Report every line of the listing below in which the string "Пятницкое" appears.

==================================================

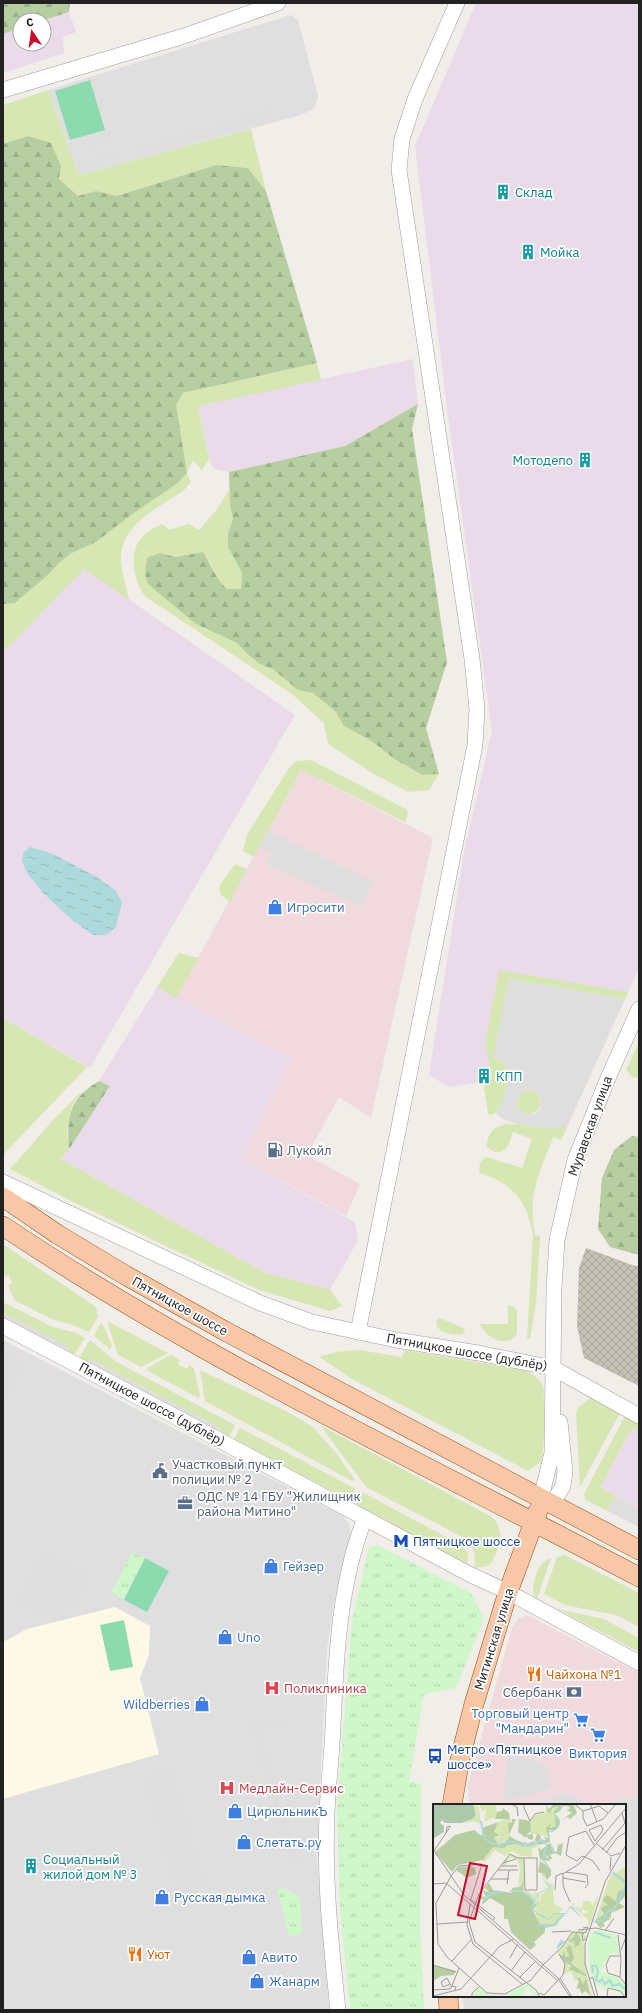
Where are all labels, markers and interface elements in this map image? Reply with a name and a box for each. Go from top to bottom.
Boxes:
north arrow [12,12,52,52]
text: С [25,15,35,30]
building icon: Склад [494,183,512,201]
place label: Склад [515,184,553,201]
building icon: Мойка [519,243,537,261]
place label: Мойка [540,244,580,261]
building icon: Мотодепо [576,451,594,469]
place label: Мотодепо [512,452,573,469]
shop icon: Игросити [266,898,284,916]
place label: Игросити [287,899,345,916]
building icon: КПП [475,1067,493,1085]
place label: КПП [496,1068,523,1085]
street label: Муравская улица [564,1074,616,1178]
fuel station icon: Лукойл [266,1141,284,1159]
place label: Лукойл [287,1142,332,1159]
street label: Пятницкое шоссе [129,1273,231,1339]
street label: Пятницкое шоссе (дублёр) [385,1329,549,1375]
street label: Пятницкое шоссе (дублёр) [76,1358,228,1450]
place label: Участковый пункт полиции № 2 [172,1456,282,1488]
public building icon: Участковый пункт полиции № 2 [151,1462,169,1480]
place label: ОДС № 14 ГБУ "Жилищник района Митино" [197,1488,361,1520]
office icon: ОДС № 14 ГБУ "Жилищник района Митино" [176,1494,194,1512]
metro station icon: Пятницкое шоссе [392,1532,410,1550]
place label: Пятницкое шоссе [413,1533,520,1550]
shop icon: Гейзер [262,1557,280,1575]
place label: Гейзер [283,1558,324,1575]
street label: Митинская улица [470,1586,518,1692]
shop icon: Uno [216,1628,234,1646]
place label: Uno [237,1629,260,1646]
restaurant icon: Чайхона №1 [525,1665,543,1683]
place label: Чайхона №1 [546,1666,622,1683]
hospital icon: Поликлиника [263,1679,281,1697]
place label: Поликлиника [284,1680,367,1697]
bank icon: Сбербанк [565,1683,583,1701]
place label: Сбербанк [503,1684,562,1701]
shop icon: Wildberries [193,1695,211,1713]
place label: Wildberries [123,1696,190,1713]
place label: Торговый центр "Мандарин" [471,1705,569,1737]
supermarket icon: Торговый центр "Мандарин" [572,1711,590,1729]
supermarket icon: Виктория [589,1726,607,1744]
place label: Метро «Пятницкое шоссе» [447,1741,562,1773]
place label: Виктория [569,1745,627,1762]
bus stop icon: Метро «Пятницкое шоссе» [426,1747,444,1765]
hospital icon: Медлайн-Сервис [218,1779,236,1797]
place label: Медлайн-Сервис [239,1780,344,1797]
shop icon: ЦирюльникЪ [226,1802,244,1820]
place label: ЦирюльникЪ [247,1803,328,1820]
inset map [433,1804,626,1997]
shop icon: Слетать.ру [235,1833,253,1851]
place label: Слетать.ру [256,1834,322,1851]
place label: Социальный жилой дом № 3 [43,1851,137,1883]
building icon: Социальный жилой дом № 3 [22,1857,40,1875]
shop icon: Русская дымка [153,1888,171,1906]
place label: Русская дымка [174,1889,266,1906]
restaurant icon: Уют [126,1945,144,1963]
place label: Уют [147,1946,170,1963]
shop icon: Авито [240,1948,258,1966]
place label: Авито [261,1949,297,1966]
shop icon: Жанарм [248,1972,266,1990]
place label: Жанарм [269,1973,320,1990]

==================================================

◆ SOLUTION FOR THIS TASK:
street label: Пятницкое шоссе [129,1273,231,1339]
street label: Пятницкое шоссе (дублёр) [385,1329,549,1375]
street label: Пятницкое шоссе (дублёр) [76,1358,228,1450]
metro station icon: Пятницкое шоссе [392,1532,410,1550]
place label: Пятницкое шоссе [413,1533,520,1550]
place label: Метро «Пятницкое шоссе» [447,1741,562,1773]
bus stop icon: Метро «Пятницкое шоссе» [426,1747,444,1765]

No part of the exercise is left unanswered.